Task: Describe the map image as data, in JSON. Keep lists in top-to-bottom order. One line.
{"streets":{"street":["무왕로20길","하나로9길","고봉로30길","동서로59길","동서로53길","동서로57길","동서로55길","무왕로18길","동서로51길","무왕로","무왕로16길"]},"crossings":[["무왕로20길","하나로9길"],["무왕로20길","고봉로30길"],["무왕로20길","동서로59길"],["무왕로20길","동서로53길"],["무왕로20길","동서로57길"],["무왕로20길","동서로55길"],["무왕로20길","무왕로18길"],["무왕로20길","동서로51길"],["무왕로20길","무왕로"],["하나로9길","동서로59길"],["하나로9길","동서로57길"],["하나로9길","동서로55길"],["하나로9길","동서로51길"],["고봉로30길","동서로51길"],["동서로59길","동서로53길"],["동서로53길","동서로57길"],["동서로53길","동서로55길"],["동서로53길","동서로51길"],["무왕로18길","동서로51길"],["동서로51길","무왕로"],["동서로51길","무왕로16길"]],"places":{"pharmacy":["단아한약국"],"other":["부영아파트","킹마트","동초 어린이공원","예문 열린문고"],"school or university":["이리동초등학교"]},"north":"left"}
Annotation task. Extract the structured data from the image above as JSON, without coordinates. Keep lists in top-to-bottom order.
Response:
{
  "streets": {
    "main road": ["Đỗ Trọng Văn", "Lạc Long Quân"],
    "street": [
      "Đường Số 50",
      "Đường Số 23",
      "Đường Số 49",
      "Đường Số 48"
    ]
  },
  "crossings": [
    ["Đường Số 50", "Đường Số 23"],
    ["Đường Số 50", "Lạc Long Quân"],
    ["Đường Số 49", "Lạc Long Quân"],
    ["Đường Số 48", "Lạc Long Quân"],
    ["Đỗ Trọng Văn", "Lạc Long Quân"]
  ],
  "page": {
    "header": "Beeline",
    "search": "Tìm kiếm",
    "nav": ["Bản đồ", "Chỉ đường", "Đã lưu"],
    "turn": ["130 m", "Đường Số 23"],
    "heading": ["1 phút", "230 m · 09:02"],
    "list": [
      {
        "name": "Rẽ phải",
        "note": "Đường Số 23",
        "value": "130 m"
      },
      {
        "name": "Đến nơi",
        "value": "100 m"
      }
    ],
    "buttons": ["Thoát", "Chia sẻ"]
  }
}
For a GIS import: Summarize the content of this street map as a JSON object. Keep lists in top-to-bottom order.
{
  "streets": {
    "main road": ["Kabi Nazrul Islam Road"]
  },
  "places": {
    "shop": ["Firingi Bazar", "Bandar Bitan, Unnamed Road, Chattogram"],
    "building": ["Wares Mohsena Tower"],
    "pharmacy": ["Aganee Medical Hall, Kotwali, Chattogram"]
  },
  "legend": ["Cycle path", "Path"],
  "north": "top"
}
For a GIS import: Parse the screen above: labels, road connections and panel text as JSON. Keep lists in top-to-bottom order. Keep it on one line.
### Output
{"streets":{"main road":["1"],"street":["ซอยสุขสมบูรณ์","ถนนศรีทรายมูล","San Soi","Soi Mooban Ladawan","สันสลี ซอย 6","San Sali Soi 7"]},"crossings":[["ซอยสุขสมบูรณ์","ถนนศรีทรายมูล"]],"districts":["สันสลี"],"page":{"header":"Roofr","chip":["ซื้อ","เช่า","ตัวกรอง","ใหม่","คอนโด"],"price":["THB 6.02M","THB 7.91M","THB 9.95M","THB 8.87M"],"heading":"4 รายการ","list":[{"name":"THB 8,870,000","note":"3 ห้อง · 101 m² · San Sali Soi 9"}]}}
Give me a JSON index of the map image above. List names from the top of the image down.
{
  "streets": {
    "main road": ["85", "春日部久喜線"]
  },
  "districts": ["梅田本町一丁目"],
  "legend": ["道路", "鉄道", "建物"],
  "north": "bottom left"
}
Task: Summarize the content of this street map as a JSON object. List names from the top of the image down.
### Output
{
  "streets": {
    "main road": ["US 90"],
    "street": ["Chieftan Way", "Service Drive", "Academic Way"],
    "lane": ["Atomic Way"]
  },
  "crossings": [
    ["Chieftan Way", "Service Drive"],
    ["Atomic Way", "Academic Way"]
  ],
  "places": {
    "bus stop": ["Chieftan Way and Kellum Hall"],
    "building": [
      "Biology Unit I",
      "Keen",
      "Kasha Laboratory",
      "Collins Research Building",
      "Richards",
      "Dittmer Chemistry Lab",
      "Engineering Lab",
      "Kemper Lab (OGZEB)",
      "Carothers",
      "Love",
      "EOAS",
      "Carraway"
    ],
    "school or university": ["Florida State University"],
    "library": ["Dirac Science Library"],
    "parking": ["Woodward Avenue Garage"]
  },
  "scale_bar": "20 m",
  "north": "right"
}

━━━━━━━━━━━━━━━━

**EXERCISE DIRECTIONS:** Reproduce all of the entries word for word. Omit nothing.

**RESPONSE BOX:**
Task: Describe the map image as data, in JSON. Keep lists in top-to-bottom order. One line.
{"streets":{"street":["무왕로20길","하나로9길","고봉로30길","동서로59길","동서로53길","동서로57길","동서로55길","무왕로18길","동서로51길","무왕로","무왕로16길"]},"crossings":[["무왕로20길","하나로9길"],["무왕로20길","고봉로30길"],["무왕로20길","동서로59길"],["무왕로20길","동서로53길"],["무왕로20길","동서로57길"],["무왕로20길","동서로55길"],["무왕로20길","무왕로18길"],["무왕로20길","동서로51길"],["무왕로20길","무왕로"],["하나로9길","동서로59길"],["하나로9길","동서로57길"],["하나로9길","동서로55길"],["하나로9길","동서로51길"],["고봉로30길","동서로51길"],["동서로59길","동서로53길"],["동서로53길","동서로57길"],["동서로53길","동서로55길"],["동서로53길","동서로51길"],["무왕로18길","동서로51길"],["동서로51길","무왕로"],["동서로51길","무왕로16길"]],"places":{"pharmacy":["단아한약국"],"other":["부영아파트","킹마트","동초 어린이공원","예문 열린문고"],"school or university":["이리동초등학교"]},"north":"left"}
Annotation task. Extract the structured data from the image above as JSON, without coordinates. Keep lists in top-to-bottom order.
Response:
{
  "streets": {
    "main road": ["Đỗ Trọng Văn", "Lạc Long Quân"],
    "street": [
      "Đường Số 50",
      "Đường Số 23",
      "Đường Số 49",
      "Đường Số 48"
    ]
  },
  "crossings": [
    ["Đường Số 50", "Đường Số 23"],
    ["Đường Số 50", "Lạc Long Quân"],
    ["Đường Số 49", "Lạc Long Quân"],
    ["Đường Số 48", "Lạc Long Quân"],
    ["Đỗ Trọng Văn", "Lạc Long Quân"]
  ],
  "page": {
    "header": "Beeline",
    "search": "Tìm kiếm",
    "nav": ["Bản đồ", "Chỉ đường", "Đã lưu"],
    "turn": ["130 m", "Đường Số 23"],
    "heading": ["1 phút", "230 m · 09:02"],
    "list": [
      {
        "name": "Rẽ phải",
        "note": "Đường Số 23",
        "value": "130 m"
      },
      {
        "name": "Đến nơi",
        "value": "100 m"
      }
    ],
    "buttons": ["Thoát", "Chia sẻ"]
  }
}
For a GIS import: Summarize the content of this street map as a JSON object. Keep lists in top-to-bottom order.
{
  "streets": {
    "main road": ["Kabi Nazrul Islam Road"]
  },
  "places": {
    "shop": ["Firingi Bazar", "Bandar Bitan, Unnamed Road, Chattogram"],
    "building": ["Wares Mohsena Tower"],
    "pharmacy": ["Aganee Medical Hall, Kotwali, Chattogram"]
  },
  "legend": ["Cycle path", "Path"],
  "north": "top"
}
For a GIS import: Parse the screen above: labels, road connections and panel text as JSON. Keep lists in top-to-bottom order. Keep it on one line.
### Output
{"streets":{"main road":["1"],"street":["ซอยสุขสมบูรณ์","ถนนศรีทรายมูล","San Soi","Soi Mooban Ladawan","สันสลี ซอย 6","San Sali Soi 7"]},"crossings":[["ซอยสุขสมบูรณ์","ถนนศรีทรายมูล"]],"districts":["สันสลี"],"page":{"header":"Roofr","chip":["ซื้อ","เช่า","ตัวกรอง","ใหม่","คอนโด"],"price":["THB 6.02M","THB 7.91M","THB 9.95M","THB 8.87M"],"heading":"4 รายการ","list":[{"name":"THB 8,870,000","note":"3 ห้อง · 101 m² · San Sali Soi 9"}]}}
Give me a JSON index of the map image above. List names from the top of the image down.
{
  "streets": {
    "main road": ["85", "春日部久喜線"]
  },
  "districts": ["梅田本町一丁目"],
  "legend": ["道路", "鉄道", "建物"],
  "north": "bottom left"
}
Task: Summarize the content of this street map as a JSON object. List names from the top of the image down.
### Output
{
  "streets": {
    "main road": ["US 90"],
    "street": ["Chieftan Way", "Service Drive", "Academic Way"],
    "lane": ["Atomic Way"]
  },
  "crossings": [
    ["Chieftan Way", "Service Drive"],
    ["Atomic Way", "Academic Way"]
  ],
  "places": {
    "bus stop": ["Chieftan Way and Kellum Hall"],
    "building": [
      "Biology Unit I",
      "Keen",
      "Kasha Laboratory",
      "Collins Research Building",
      "Richards",
      "Dittmer Chemistry Lab",
      "Engineering Lab",
      "Kemper Lab (OGZEB)",
      "Carothers",
      "Love",
      "EOAS",
      "Carraway"
    ],
    "school or university": ["Florida State University"],
    "library": ["Dirac Science Library"],
    "parking": ["Woodward Avenue Garage"]
  },
  "scale_bar": "20 m",
  "north": "right"
}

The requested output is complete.